#### TASK PROMPT
Print, word for word, the opening line of the data below and every line after it through the line that contains "inset:0; background:#994a5a; transform-origin:0", but not the pictures.

#### SUPPLIED RECORDS
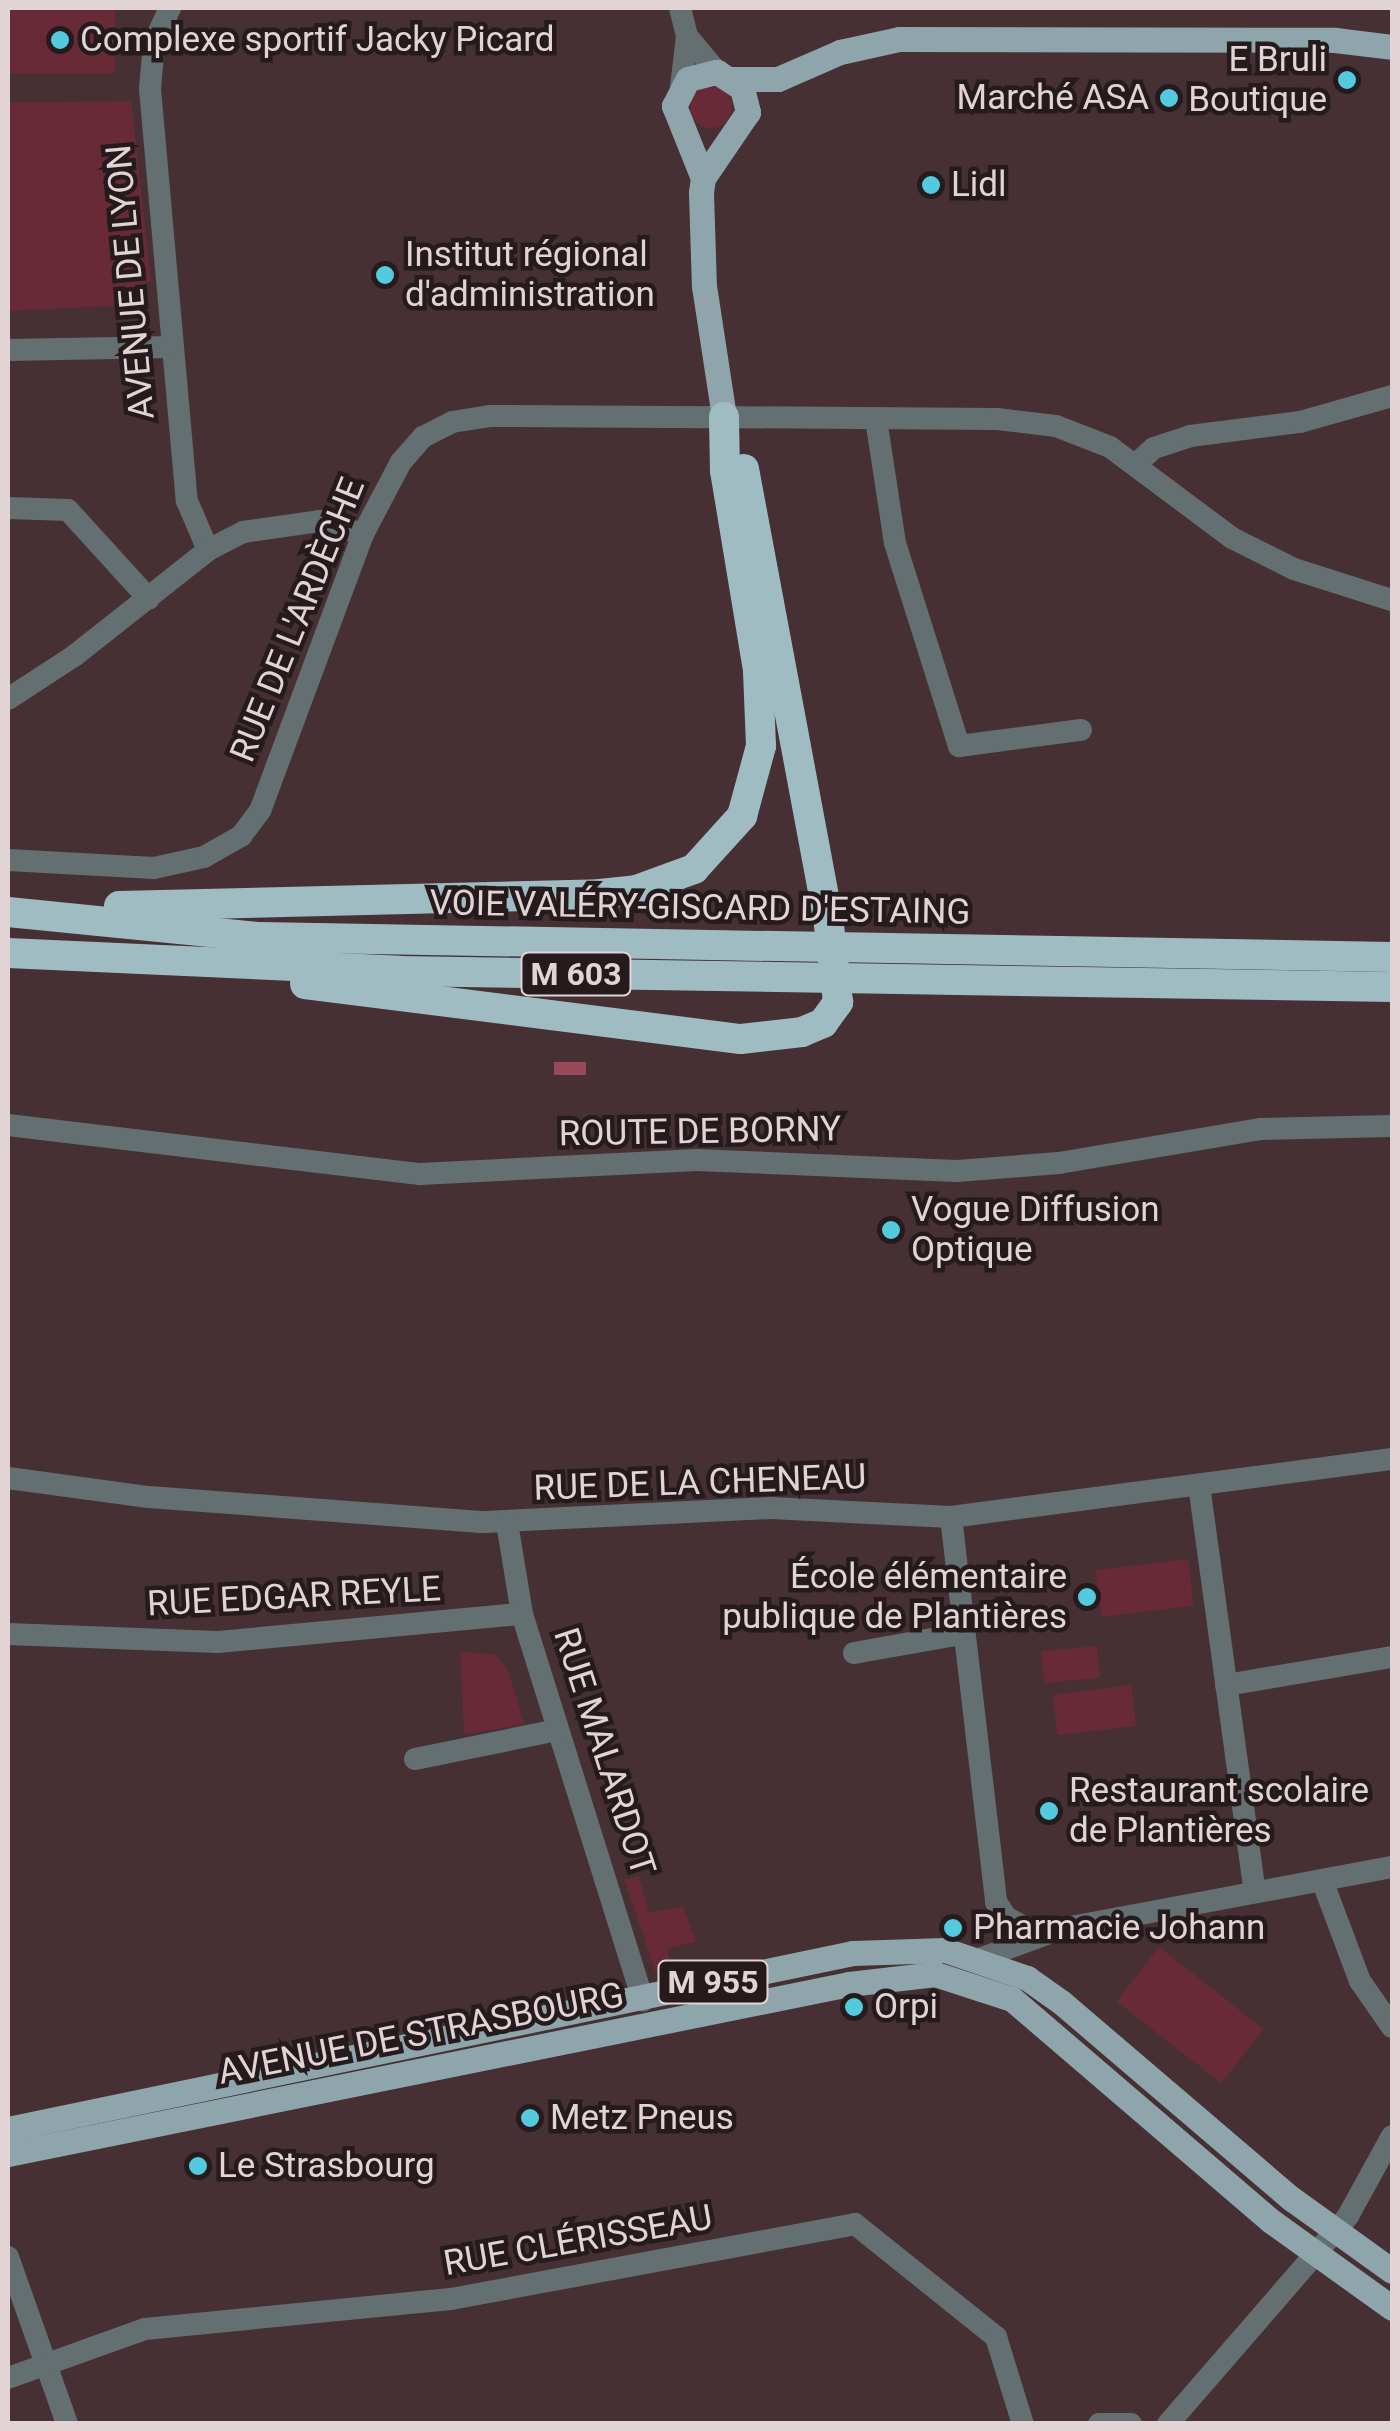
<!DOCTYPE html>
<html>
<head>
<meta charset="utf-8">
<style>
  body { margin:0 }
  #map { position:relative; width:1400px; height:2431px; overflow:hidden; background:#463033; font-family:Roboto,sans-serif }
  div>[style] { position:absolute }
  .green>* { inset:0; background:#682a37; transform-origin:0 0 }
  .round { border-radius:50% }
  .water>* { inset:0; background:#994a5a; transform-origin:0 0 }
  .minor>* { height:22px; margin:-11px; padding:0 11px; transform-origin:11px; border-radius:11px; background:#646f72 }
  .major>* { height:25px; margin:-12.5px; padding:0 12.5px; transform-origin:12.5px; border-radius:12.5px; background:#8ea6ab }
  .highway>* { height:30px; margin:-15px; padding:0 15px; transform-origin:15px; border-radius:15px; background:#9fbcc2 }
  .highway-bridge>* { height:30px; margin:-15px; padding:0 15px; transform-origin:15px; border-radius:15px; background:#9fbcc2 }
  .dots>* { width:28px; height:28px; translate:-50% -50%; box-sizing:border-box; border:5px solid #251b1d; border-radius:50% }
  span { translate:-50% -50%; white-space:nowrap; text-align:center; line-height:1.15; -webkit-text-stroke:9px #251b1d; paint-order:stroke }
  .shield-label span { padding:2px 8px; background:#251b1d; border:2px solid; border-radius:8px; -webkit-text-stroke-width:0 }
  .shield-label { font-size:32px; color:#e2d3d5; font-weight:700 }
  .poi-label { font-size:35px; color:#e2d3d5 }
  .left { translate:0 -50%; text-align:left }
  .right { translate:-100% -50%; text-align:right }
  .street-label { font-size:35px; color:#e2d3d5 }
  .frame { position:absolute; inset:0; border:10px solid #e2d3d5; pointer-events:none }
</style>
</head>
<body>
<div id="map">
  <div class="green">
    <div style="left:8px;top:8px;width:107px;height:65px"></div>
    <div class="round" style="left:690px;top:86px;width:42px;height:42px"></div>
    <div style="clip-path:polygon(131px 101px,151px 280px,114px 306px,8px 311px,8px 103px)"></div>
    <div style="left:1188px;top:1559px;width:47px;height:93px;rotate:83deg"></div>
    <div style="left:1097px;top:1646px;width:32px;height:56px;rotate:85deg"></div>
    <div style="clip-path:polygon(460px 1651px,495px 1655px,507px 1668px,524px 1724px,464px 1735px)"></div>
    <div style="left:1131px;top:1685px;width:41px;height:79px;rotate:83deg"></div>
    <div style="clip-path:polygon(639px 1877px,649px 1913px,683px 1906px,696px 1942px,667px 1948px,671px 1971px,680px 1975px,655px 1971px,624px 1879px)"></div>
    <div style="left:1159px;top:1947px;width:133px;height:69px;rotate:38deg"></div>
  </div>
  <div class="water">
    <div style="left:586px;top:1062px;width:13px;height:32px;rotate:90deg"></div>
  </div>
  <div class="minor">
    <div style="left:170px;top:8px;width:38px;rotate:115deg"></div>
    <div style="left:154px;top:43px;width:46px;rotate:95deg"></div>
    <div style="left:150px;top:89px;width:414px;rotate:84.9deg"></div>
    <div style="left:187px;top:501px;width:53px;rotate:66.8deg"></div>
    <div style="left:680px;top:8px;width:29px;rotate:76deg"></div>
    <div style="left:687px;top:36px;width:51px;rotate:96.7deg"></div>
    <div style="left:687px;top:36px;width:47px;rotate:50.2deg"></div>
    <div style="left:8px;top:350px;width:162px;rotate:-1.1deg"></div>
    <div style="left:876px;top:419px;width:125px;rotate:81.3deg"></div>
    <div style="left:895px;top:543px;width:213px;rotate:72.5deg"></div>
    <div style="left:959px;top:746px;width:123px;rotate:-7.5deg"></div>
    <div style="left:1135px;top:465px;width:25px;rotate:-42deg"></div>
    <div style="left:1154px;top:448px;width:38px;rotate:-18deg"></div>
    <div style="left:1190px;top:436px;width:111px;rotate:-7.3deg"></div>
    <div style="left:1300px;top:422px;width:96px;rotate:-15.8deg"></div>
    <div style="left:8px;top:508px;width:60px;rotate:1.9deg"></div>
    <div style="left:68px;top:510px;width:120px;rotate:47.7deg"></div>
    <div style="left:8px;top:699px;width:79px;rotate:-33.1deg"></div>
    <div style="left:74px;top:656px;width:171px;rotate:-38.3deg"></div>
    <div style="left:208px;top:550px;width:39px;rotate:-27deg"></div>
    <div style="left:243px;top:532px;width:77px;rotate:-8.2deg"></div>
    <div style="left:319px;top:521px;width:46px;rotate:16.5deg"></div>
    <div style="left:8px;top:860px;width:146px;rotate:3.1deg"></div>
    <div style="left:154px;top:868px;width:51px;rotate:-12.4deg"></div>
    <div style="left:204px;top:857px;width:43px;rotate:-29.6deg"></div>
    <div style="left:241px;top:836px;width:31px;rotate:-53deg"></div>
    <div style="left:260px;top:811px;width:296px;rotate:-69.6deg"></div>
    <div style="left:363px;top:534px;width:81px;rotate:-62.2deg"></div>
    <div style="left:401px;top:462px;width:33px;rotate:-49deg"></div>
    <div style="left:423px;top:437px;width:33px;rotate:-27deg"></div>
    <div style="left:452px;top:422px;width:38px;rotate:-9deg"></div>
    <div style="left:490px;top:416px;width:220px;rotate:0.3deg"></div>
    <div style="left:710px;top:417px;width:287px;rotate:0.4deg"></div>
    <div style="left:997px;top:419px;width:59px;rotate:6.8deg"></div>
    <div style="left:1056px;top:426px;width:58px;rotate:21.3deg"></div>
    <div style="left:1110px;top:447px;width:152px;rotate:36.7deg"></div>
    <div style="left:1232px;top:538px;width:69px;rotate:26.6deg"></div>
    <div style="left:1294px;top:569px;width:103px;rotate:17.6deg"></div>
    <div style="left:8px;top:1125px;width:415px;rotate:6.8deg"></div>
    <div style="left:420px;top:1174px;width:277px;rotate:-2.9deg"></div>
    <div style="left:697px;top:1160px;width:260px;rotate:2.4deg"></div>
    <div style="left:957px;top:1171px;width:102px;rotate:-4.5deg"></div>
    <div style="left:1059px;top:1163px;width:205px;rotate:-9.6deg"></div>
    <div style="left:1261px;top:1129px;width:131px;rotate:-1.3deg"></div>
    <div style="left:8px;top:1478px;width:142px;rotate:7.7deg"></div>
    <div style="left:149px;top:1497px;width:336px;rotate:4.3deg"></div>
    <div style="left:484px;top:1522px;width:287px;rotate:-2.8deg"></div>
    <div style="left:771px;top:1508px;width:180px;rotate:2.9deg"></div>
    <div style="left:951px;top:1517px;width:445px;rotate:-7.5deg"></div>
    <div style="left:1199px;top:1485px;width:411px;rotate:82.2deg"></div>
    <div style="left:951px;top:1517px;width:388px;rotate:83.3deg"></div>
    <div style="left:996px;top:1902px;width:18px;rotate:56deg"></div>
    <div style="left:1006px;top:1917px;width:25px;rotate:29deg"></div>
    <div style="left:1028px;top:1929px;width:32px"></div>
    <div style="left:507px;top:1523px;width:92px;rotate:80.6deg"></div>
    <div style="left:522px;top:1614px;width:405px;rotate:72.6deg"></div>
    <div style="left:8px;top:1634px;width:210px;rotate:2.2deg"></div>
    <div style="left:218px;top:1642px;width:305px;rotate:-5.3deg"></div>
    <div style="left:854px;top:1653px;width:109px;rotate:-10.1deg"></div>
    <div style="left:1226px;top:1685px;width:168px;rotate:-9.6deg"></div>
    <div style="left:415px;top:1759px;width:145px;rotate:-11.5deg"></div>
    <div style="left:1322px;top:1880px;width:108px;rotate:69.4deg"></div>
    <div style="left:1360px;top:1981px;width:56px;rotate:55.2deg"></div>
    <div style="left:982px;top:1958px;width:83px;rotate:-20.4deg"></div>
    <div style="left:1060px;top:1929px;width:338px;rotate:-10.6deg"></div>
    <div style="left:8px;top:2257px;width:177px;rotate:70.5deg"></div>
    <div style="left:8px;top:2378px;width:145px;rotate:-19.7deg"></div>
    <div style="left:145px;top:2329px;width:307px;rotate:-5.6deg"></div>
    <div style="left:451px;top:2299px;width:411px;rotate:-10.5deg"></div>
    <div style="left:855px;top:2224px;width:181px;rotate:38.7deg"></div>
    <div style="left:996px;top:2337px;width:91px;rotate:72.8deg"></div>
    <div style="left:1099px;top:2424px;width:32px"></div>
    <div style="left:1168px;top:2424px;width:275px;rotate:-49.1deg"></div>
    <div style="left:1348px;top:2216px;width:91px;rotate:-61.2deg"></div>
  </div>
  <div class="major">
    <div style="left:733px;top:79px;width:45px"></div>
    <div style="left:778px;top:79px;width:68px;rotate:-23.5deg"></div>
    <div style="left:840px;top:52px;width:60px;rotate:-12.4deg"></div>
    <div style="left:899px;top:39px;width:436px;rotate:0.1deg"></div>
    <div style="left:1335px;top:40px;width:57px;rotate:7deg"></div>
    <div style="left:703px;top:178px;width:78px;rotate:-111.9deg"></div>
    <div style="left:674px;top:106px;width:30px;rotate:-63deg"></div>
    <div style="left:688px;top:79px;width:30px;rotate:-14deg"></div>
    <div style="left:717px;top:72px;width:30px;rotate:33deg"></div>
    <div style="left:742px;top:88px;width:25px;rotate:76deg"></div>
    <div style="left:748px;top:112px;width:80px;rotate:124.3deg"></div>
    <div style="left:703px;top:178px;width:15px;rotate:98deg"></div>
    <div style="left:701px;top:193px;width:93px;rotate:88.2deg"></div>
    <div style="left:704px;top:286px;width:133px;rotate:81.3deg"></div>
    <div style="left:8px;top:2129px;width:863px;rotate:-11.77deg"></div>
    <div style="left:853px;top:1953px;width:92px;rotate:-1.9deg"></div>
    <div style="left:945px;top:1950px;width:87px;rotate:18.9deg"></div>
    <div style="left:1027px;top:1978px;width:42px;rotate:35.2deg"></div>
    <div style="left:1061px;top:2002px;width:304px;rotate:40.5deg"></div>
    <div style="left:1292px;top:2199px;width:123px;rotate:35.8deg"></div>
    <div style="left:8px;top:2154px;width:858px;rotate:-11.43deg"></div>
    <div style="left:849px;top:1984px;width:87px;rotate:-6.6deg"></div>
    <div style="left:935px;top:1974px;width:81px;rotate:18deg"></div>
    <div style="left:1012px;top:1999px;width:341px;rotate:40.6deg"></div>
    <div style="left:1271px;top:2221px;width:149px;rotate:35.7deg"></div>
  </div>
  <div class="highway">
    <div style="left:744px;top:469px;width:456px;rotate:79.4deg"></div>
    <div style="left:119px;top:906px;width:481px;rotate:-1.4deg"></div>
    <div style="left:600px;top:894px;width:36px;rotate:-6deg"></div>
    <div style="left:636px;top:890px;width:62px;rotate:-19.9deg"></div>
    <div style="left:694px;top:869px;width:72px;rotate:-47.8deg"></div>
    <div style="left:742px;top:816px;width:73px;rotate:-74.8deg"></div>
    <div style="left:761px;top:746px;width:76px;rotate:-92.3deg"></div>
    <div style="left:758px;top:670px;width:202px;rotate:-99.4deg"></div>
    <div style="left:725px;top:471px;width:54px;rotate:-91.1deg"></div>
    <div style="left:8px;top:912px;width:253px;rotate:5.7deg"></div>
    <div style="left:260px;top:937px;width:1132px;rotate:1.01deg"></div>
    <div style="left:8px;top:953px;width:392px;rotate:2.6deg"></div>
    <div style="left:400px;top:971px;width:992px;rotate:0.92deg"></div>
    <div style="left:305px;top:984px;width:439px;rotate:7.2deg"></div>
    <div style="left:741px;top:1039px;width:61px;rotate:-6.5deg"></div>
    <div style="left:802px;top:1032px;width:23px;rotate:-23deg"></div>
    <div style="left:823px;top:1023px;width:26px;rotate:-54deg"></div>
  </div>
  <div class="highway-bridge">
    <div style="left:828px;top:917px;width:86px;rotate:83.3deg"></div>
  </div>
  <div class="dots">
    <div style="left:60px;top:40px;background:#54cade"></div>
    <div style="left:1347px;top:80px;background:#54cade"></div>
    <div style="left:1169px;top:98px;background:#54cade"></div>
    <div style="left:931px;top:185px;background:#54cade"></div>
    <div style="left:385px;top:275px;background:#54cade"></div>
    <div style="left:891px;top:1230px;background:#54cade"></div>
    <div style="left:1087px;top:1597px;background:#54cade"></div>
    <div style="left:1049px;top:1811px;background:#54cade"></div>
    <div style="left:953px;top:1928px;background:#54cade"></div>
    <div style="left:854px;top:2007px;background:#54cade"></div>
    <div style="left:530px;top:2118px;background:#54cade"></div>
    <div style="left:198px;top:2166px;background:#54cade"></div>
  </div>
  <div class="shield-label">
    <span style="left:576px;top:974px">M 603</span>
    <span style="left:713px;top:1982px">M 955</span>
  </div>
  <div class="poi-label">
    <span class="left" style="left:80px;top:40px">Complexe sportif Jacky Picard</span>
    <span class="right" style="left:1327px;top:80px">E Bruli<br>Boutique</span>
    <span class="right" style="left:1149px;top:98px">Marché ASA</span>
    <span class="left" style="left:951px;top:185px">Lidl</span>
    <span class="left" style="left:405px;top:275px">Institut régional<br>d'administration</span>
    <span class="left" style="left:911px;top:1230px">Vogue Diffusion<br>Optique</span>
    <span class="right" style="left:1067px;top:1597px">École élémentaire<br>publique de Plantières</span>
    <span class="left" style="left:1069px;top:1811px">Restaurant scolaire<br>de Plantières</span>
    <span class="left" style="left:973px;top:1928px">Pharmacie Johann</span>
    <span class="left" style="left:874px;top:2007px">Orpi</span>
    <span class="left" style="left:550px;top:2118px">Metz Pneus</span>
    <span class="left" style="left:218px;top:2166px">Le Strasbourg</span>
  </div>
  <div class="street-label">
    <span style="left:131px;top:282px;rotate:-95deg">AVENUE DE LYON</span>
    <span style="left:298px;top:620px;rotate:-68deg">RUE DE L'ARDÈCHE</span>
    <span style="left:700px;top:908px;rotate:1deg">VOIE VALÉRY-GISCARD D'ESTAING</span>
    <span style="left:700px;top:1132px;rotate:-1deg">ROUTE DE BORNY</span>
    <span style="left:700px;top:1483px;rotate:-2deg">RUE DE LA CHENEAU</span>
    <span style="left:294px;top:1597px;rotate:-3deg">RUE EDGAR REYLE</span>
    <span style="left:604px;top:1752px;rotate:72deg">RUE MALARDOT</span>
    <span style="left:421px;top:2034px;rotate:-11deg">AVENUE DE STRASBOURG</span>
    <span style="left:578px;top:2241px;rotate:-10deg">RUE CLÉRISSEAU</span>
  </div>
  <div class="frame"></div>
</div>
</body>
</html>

#### RESULT
<!DOCTYPE html>
<html>
<head>
<meta charset="utf-8">
<style>
  body { margin:0 }
  #map { position:relative; width:1400px; height:2431px; overflow:hidden; background:#463033; font-family:Roboto,sans-serif }
  div>[style] { position:absolute }
  .green>* { inset:0; background:#682a37; transform-origin:0 0 }
  .round { border-radius:50% }
  .water>* { inset:0; background:#994a5a; transform-origin:0 0 }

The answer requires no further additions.